Somehow, I’ve become one of those obnoxious expats here who trade on their frankly arbitrary local knowledge and condescend to people who lack it.
That isn’t to diminish what people do know, nor is it a criticism of the foreigners here who put in the effort and keep their eyes open. And an interesting tension I’ve experienced here is trying to reconcile humility and new-ness with valuing what people do learn in just a few weeks or months — foreigners here are like babies; knowledge growing exponentially every day.
When I first arrived here, I thought I was humble. I thought I was going into a new experience with my eyes open and my ego in check; well-prepared to admit what I don’t know and to sit back for people who do.
A photo I took on one of my first field trips. I hung around awkwardly, not knowing what to do or whether I should speak to anyone for fear of interrupting their work, and accidentally sat in pig poo. Very smart.
Now, a year on, I see that idea as ego in itself. Sure, I may have readily admitted how poor my Tetun was, or followed the social cues of my Timorese colleagues instead of imposing my own ideas on them. But fundamentally, to recognised and reassure myself of that diffidence is tantamount to self-congratulation: exactly the kind of ego I’d wanted to avoid.

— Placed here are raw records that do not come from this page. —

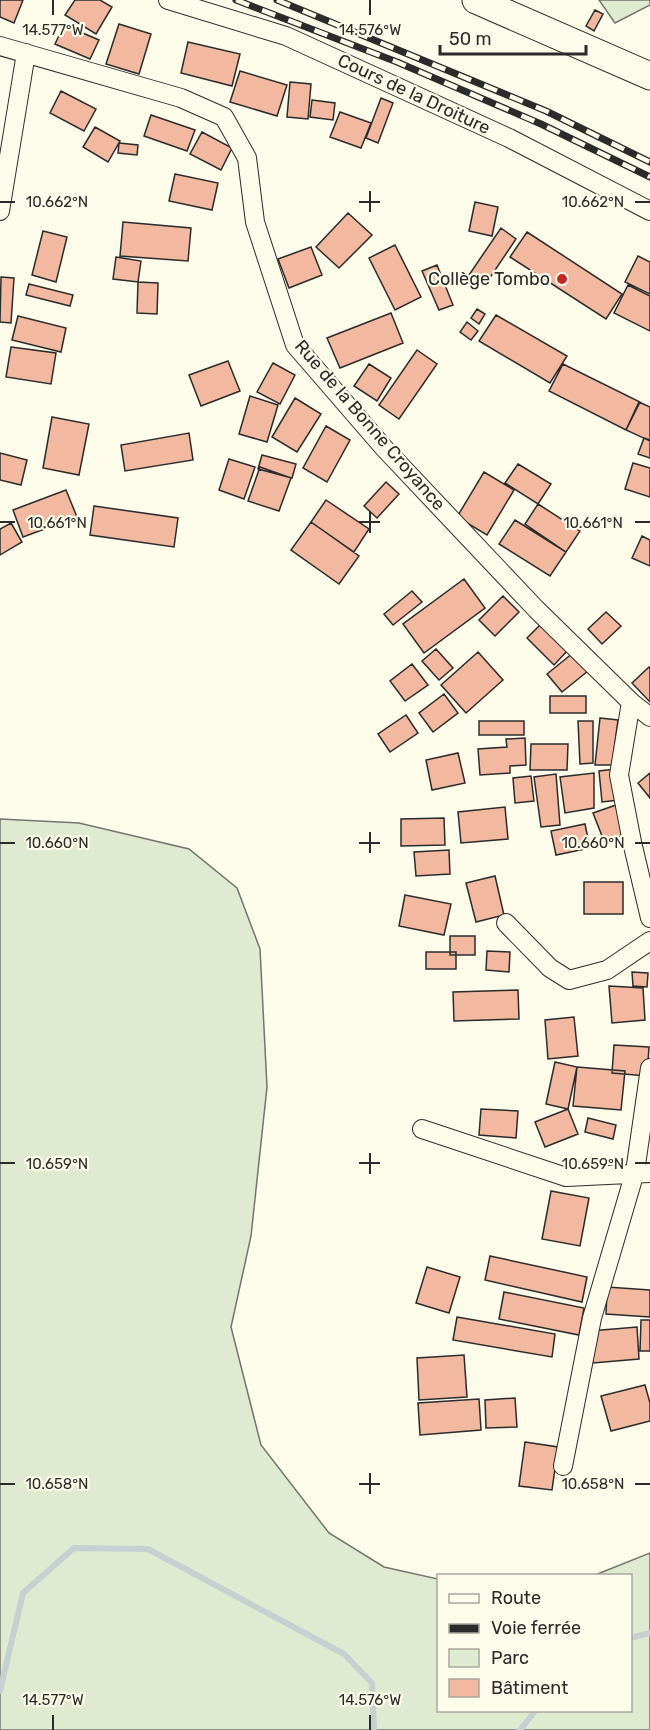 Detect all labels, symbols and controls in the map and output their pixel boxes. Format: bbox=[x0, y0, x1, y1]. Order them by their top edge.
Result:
scale bar bbox=[440, 18, 586, 56]
text: 14.577°W bbox=[22, 21, 84, 39]
text: 14.576°W bbox=[339, 21, 401, 39]
text: 50 m bbox=[449, 28, 492, 50]
street label: Cours de la Droiture bbox=[334, 49, 494, 139]
text: 10.662°N bbox=[26, 193, 88, 211]
text: 10.662°N bbox=[562, 193, 624, 211]
place label: Collège Tombo bbox=[428, 268, 550, 290]
marker: Collège Tombo bbox=[555, 272, 569, 286]
street label: Rue de la Bonne Croyance bbox=[290, 335, 450, 515]
text: 10.661°N bbox=[27, 514, 87, 532]
text: 10.661°N bbox=[563, 514, 623, 532]
text: 10.660°N bbox=[25, 834, 89, 852]
text: 10.660°N bbox=[561, 834, 625, 852]
text: 10.659°N bbox=[26, 1155, 88, 1173]
text: 10.659°N bbox=[562, 1155, 624, 1173]
text: 10.658°N bbox=[25, 1475, 89, 1493]
text: 10.658°N bbox=[561, 1475, 625, 1493]
legend bbox=[437, 1574, 632, 1712]
text: Route bbox=[491, 1587, 541, 1609]
text: Voie ferrée bbox=[491, 1617, 581, 1639]
text: Parc bbox=[491, 1647, 529, 1669]
text: Bâtiment bbox=[491, 1677, 568, 1699]
text: 14.577°W bbox=[22, 1691, 84, 1709]
text: 14.576°W bbox=[339, 1691, 401, 1709]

And now, I find myself in the curious position of being next-to-new: I’ve lived in Dili for over a year, so I’m seeing independence day, election rallies and the start of the dry season over again with a fond familiarity. But in human terms, my fifteen months here are a clumsy infant; wobbling on chubby legs with a few drooly new teeth and just a handful of nonsensical words. I’m beginning to be formed, but I barely know anything, yet.
Which is an uncomfortable position to be in. We’re not used to being uncomfortable; it’s hard to be bad at things. And when you’re in a foreign place, everything feels disproportionately laced with meaning and thus tiny things feel dramatically more difficult, more severe, or more significant. Where I wouldn’t think twice about greeting the parent of a friend at a function, I just this morning caught a glimpse of Felix’s dad at mass and waited until Felix had returned before I asked him, “I saw your dad. Should I go and say hi?”
A photo I’ve shared before: from the side of the Jesus statue I wasn’t as an AVID volunteer allowed to go to, at the going-away party of a dear friend who I didn’t know one year ago.
I was worried I’d be interrupting his conversation with his pew-mate; I didn’t want to make him feel pressured to speak English; I’ve only met him once and wasn’t convinced he’d remember my face; and I just wasn’t sure if my natural tendency to socialise would be construed as overbearing in a gentler, more polite Timorese context.
It’s curious, then, for me to examine how I came to be such a smart-arse with my new friends.
Is my sudden desire to assert my flimsy knowledge a response to feeling uncomfortable? It is my ego seeing an opening and seizing the opportunity to ‘win‘? Is it a lazy, unchecked slide into the comfortable expat plateau, where you know enough to get by and thus don’t have to battle discomfort to conquer the day’s most basic tasks?
This morning, at Letefoho, just after sunrise when everything is peaceful.
I have no easy answer to this, and am merely sitting uncomfortably in this new knowledge, with all the equanimity I can muster. I always thought Timor-Leste would teach me things, and I can choose to meet that with humility and grace.